Written on Dja Dja Wurrung Country
For four days in late February this year, not long before the world shut down, I took myself to a music festival on Yuggera country, just outside Ipswich, Queensland. This was the first proper break I’d had from my work and from day-to-day life in about eighteen months. As such, it took some time to shrug from my nervous system the neurotic twitching induced by the 24-hour media cycle, and the habitual pocket-checking of constant, instantaneous availability; both of these rhythmic patterns punctuated and enforced, as they are, by their various beeps and buzzes. But gradually, on this ‘holiday’ (it’s difficult to use the word), I managed to find a steady solace in other, more organic rhythms: dance, conversation, cooking, sleep and foot-travel; all punctuated by breath and silence.
On the third morning of the festival I was walking towards the main stage. The sun was out. I had bare arms. The humid weather left me with a thin sheen of sweat all over. I was walking with a young, tall, South American First Nations bloke. We’d just met. He’d seen I was wearing an Aboriginal flag on my singlet, approached me and shaken my hand. He told me that he’d been working nearby, protecting the local country at a blockade, and had come to the festival with a day-pass.

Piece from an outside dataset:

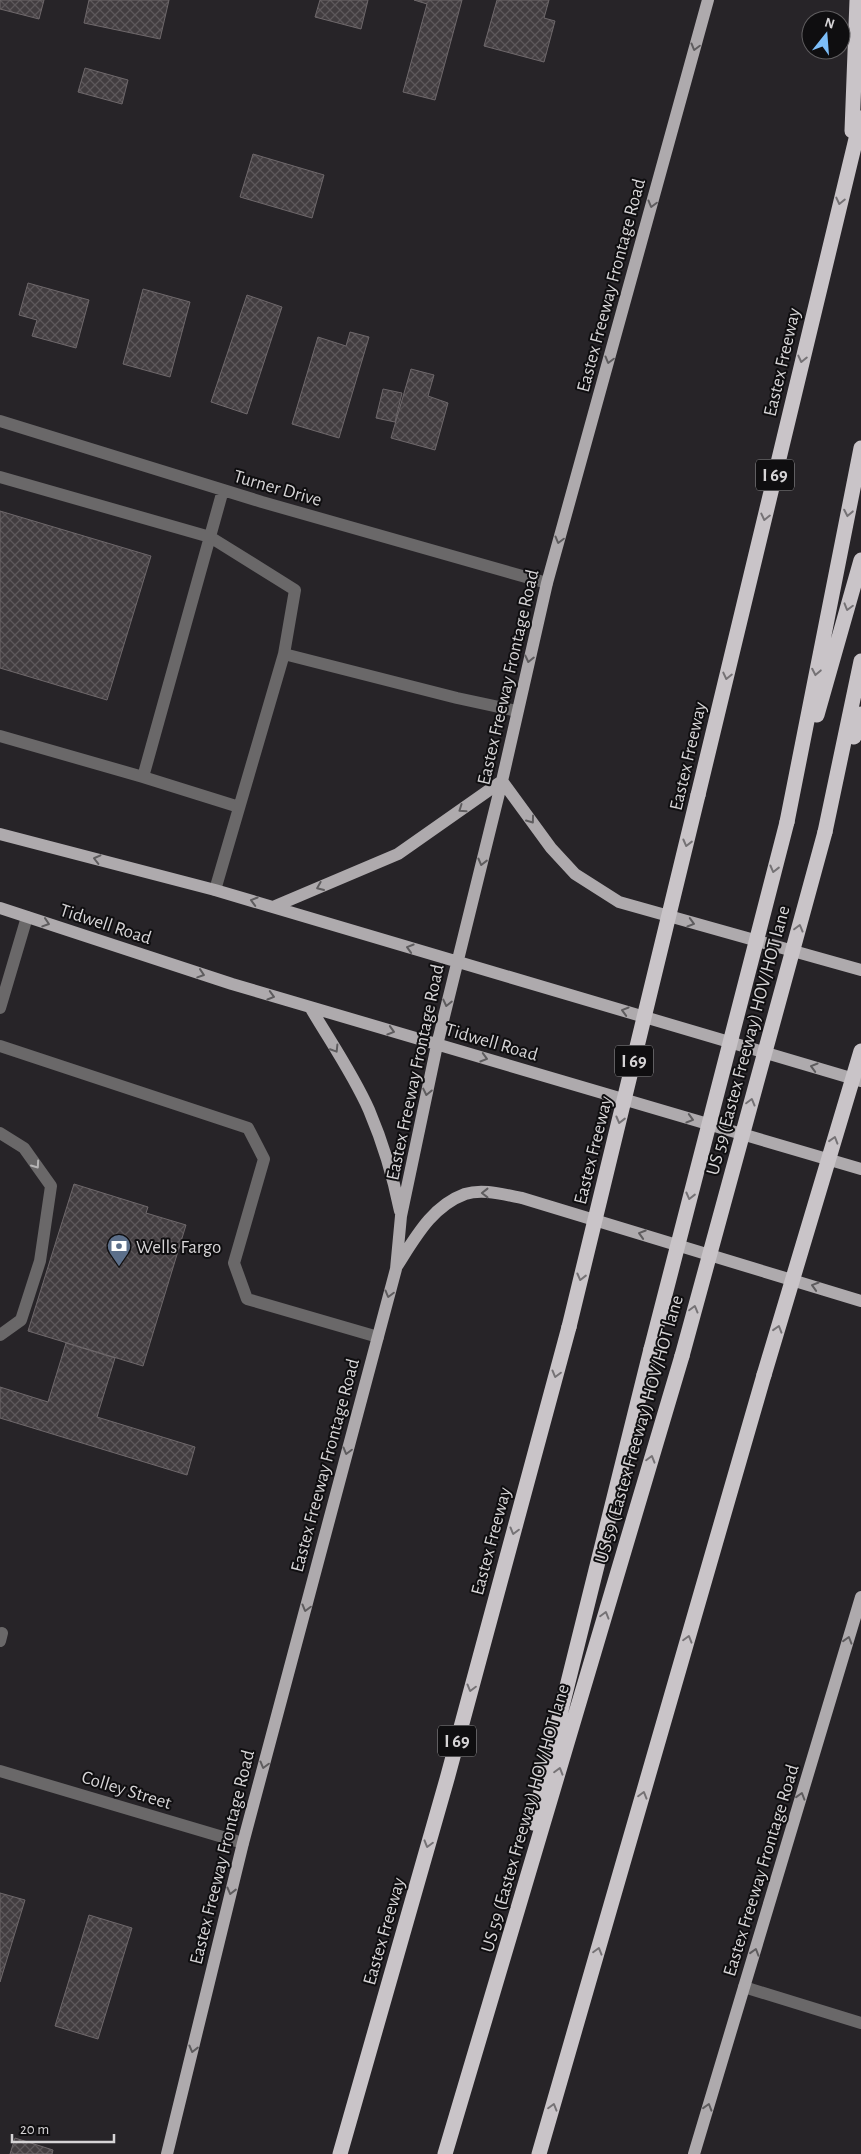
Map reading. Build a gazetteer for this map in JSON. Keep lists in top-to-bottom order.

I don’t always wear the Aboriginal flag. And I notice that people sometimes treat me differently when I do. In some places and at some times, I ‘pass for white’; in other places and at other times, I don’t. I know that the distinction depends on more than the colour of my skin. I once asked my brown Tuvaluan friend whether I ‘pass for white’. She said no, but that she always makes that call with her heart, not her eyes. I don’t always feel comfortable signalling my identity to people immediately at a distance. Keeping quiet for a time can sometimes be a better, safer strategy. But that day it felt right. More than right. I felt strong and fit and healthy. I felt happy and satisfied and enthusiastic about my life. I felt content with my contributions to art and culture, content with the work I’d been doing with my students and my colleagues and my family. It was a good party and a great day for it. I was on holiday and I was on the way to dance at the main stage with some friends, including some mob who were local to the region. What I was feeling, I started to realise, was pride. I don’t throw this word around as a hollow slogan. I don’t use it in hope. I need to feel it before I name it. That day I did feel it. That day, for once, I actually felt myself, experienced myself as a tall, proud Aboriginal man.
That day I felt strong and fit and healthy. I was on holiday and I was on the way to dance with some friends. What I was feeling, I started to realise, was pride.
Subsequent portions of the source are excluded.